What you will do — Go through the following data and transcribe exactly the stretch of lines from the one holding "61px,37px 183px,5px 186px,5px" to the one holding "262px,972px 431px,999px 428px,998px", both included.

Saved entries
########################################

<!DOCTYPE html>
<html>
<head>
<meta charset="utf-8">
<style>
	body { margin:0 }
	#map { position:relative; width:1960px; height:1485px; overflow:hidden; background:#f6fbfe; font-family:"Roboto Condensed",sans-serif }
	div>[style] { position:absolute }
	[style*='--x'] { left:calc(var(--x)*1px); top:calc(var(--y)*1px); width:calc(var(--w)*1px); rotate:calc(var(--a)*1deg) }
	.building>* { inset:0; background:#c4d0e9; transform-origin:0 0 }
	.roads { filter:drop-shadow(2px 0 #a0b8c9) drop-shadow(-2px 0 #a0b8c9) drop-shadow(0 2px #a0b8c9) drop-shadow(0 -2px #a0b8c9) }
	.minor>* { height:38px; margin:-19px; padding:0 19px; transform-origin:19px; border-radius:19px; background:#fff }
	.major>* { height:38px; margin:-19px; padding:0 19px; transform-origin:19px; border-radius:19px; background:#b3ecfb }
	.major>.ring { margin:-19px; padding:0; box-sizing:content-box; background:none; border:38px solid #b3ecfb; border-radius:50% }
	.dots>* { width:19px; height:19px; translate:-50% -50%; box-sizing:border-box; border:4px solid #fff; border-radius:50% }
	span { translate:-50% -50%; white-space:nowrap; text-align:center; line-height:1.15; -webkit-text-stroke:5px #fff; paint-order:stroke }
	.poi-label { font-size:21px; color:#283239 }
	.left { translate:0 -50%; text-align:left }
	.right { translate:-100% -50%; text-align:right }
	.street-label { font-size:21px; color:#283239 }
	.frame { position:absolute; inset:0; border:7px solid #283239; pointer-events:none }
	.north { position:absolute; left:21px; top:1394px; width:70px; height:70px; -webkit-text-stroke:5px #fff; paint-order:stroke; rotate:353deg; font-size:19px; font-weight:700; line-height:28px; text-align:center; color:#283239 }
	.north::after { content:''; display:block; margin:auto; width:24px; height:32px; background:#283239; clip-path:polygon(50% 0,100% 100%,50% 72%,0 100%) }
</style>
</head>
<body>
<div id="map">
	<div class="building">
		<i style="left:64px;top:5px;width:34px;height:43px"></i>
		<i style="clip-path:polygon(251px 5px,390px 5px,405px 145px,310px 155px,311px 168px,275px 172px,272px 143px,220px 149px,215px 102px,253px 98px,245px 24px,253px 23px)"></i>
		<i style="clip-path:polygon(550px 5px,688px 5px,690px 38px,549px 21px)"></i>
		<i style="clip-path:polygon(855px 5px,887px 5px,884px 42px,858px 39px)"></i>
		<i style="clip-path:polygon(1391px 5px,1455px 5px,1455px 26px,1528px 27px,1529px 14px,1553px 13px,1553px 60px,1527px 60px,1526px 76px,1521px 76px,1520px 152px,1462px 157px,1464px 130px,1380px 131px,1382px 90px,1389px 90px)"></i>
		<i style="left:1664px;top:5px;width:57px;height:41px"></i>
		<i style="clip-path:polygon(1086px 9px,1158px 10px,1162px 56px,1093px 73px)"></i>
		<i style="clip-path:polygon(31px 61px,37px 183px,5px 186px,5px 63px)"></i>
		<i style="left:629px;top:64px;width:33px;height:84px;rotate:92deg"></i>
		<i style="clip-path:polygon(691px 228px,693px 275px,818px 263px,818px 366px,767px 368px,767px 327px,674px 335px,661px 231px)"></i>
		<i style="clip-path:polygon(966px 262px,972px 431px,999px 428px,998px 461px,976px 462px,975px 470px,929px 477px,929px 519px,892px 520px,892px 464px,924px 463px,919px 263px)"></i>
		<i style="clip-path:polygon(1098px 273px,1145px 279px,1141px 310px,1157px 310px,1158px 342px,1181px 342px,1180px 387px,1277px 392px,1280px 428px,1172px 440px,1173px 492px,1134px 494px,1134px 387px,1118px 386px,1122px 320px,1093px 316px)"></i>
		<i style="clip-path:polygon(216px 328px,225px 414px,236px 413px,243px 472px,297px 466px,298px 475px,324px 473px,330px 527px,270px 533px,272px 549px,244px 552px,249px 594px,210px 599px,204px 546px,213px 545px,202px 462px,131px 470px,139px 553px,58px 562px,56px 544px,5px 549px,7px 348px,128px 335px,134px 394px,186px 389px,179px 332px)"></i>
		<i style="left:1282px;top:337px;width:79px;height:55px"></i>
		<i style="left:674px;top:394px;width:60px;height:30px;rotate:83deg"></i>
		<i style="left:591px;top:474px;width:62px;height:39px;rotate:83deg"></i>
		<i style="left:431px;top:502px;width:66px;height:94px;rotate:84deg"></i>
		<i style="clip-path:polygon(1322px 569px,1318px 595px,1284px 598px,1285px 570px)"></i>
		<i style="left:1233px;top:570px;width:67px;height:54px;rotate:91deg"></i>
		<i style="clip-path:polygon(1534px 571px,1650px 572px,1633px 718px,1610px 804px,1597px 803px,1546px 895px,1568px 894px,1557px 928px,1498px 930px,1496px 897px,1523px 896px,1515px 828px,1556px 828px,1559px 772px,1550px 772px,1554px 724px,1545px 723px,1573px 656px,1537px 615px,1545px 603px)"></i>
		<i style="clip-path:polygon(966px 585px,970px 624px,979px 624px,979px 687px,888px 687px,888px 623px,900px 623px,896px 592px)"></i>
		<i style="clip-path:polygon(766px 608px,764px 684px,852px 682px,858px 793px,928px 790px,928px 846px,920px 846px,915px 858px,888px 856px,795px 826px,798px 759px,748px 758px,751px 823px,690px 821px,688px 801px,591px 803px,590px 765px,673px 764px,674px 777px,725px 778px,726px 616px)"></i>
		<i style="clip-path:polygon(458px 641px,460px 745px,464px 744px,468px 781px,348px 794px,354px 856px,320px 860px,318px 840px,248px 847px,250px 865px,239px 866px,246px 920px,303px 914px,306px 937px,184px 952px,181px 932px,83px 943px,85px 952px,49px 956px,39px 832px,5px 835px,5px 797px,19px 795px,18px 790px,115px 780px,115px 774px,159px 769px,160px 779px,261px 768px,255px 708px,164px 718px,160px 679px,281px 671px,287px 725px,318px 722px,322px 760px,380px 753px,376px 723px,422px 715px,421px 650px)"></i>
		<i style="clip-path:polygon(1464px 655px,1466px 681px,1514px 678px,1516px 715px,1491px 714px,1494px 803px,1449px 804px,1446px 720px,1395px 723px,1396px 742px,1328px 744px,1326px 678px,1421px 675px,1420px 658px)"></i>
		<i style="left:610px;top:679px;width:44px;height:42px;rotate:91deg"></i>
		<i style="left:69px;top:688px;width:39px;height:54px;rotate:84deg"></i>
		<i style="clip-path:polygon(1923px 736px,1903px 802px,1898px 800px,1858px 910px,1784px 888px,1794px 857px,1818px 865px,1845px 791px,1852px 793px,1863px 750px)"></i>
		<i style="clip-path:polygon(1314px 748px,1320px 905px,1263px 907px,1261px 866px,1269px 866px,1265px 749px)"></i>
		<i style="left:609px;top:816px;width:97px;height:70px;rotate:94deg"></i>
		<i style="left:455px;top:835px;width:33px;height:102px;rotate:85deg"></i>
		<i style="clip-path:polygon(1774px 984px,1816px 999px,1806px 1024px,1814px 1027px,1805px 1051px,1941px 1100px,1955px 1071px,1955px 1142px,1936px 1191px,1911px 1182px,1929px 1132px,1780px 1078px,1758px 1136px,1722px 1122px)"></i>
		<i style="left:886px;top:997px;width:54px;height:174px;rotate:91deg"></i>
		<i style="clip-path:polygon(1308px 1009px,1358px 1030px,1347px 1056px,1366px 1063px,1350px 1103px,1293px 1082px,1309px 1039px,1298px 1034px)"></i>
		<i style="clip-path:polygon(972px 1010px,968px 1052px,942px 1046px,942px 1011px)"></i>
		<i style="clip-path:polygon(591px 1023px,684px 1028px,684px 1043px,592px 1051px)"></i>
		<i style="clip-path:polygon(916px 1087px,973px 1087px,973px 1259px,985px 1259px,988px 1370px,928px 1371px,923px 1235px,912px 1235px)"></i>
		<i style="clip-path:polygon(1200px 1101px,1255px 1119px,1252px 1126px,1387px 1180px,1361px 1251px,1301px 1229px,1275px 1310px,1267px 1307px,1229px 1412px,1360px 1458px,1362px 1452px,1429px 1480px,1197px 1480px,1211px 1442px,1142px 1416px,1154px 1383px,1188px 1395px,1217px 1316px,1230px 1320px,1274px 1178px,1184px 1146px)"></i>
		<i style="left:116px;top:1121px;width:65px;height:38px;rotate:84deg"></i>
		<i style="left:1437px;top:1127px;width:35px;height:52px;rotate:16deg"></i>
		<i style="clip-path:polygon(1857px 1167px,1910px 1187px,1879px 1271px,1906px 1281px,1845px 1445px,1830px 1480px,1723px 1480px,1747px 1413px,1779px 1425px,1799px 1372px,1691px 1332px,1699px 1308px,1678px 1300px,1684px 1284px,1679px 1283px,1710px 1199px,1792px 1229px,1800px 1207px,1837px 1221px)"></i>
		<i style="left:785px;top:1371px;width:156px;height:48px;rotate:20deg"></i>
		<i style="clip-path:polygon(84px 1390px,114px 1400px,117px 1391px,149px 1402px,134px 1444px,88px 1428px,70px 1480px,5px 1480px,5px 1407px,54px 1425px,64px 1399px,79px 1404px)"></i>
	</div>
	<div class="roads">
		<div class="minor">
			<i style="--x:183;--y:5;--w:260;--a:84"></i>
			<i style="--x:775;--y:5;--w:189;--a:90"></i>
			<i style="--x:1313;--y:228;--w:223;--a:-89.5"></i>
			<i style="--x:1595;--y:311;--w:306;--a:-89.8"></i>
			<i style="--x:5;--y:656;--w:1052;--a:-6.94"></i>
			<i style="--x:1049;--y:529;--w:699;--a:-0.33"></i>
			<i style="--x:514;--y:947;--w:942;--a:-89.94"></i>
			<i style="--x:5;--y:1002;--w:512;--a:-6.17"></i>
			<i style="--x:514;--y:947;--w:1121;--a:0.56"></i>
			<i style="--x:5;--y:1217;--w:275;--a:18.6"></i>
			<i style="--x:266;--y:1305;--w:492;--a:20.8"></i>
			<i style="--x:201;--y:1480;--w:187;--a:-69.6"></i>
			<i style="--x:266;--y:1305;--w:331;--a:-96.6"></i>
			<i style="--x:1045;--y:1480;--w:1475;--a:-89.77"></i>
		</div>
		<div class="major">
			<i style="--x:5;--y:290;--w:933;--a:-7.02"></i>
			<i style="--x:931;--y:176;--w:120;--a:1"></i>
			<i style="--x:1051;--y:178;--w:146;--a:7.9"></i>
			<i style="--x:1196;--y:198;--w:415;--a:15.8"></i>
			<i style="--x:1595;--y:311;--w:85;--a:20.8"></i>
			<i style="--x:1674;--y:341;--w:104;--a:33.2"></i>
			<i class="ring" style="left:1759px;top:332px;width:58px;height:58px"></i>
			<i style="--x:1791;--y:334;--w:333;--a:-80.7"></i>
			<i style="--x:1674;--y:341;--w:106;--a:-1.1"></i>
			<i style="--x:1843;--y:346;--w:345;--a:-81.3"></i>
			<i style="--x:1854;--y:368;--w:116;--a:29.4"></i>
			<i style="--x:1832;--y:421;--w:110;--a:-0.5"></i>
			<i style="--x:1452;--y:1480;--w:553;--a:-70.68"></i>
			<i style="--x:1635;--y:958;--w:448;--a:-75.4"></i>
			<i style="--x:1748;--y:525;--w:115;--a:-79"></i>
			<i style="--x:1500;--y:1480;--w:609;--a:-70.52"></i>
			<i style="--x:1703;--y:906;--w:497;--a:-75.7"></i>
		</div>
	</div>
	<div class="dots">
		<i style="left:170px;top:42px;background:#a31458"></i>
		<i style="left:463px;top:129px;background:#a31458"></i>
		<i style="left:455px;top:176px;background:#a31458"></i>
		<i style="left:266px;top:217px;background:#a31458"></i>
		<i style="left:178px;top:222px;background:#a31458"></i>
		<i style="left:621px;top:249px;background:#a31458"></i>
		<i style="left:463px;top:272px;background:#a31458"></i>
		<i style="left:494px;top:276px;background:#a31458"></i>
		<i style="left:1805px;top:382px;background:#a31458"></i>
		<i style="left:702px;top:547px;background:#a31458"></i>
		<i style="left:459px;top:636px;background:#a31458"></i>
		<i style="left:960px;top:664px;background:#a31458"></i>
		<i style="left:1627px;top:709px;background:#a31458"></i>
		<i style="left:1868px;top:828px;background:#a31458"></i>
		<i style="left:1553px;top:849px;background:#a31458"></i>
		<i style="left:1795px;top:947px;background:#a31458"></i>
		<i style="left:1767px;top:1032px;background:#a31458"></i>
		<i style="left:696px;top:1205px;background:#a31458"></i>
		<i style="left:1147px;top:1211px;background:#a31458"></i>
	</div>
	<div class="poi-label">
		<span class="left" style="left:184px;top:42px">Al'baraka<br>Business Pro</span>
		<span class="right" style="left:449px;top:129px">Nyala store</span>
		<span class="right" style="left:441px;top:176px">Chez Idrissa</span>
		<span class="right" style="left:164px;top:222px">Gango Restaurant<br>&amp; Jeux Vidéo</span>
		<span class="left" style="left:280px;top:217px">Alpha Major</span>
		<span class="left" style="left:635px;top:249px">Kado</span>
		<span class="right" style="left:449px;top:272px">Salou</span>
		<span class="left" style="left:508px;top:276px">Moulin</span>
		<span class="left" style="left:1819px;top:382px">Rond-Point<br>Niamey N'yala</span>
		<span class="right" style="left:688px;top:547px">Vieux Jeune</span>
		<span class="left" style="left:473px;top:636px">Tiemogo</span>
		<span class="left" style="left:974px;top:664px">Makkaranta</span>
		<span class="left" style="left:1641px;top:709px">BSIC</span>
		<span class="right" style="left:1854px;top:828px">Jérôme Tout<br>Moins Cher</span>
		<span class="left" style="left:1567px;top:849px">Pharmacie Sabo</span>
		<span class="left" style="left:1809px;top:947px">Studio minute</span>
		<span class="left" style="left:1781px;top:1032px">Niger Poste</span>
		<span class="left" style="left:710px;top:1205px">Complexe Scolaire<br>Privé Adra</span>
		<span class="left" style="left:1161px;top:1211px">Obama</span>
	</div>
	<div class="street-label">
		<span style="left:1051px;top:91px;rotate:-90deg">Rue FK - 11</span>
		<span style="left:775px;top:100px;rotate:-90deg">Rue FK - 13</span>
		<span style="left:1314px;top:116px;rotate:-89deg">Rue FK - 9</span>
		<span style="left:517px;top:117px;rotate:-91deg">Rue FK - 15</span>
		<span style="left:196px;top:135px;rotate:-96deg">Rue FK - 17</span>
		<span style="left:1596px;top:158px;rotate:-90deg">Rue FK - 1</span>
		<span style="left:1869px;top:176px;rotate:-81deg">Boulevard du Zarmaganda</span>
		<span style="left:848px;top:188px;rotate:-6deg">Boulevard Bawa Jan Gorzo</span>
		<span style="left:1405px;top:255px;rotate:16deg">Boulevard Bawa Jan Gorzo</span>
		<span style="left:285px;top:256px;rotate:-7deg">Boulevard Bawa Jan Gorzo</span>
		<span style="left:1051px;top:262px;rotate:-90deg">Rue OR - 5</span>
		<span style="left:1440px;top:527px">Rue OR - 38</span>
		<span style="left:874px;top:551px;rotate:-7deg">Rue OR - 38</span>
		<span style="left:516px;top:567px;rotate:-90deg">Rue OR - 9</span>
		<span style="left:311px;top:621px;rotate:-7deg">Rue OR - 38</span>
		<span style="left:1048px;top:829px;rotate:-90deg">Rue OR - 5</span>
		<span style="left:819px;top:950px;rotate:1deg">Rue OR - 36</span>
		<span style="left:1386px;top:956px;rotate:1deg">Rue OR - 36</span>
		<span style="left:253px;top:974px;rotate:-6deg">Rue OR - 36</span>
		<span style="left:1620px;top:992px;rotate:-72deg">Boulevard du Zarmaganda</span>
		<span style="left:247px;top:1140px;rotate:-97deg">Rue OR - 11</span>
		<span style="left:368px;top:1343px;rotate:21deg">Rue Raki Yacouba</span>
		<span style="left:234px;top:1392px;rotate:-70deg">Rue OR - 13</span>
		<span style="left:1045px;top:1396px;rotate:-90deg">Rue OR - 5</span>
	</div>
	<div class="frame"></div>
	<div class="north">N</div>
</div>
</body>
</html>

########################################

Exercise result —
		<i style="clip-path:polygon(31px 61px,37px 183px,5px 186px,5px 63px)"></i>
		<i style="left:629px;top:64px;width:33px;height:84px;rotate:92deg"></i>
		<i style="clip-path:polygon(691px 228px,693px 275px,818px 263px,818px 366px,767px 368px,767px 327px,674px 335px,661px 231px)"></i>
		<i style="clip-path:polygon(966px 262px,972px 431px,999px 428px,998px 461px,976px 462px,975px 470px,929px 477px,929px 519px,892px 520px,892px 464px,924px 463px,919px 263px)"></i>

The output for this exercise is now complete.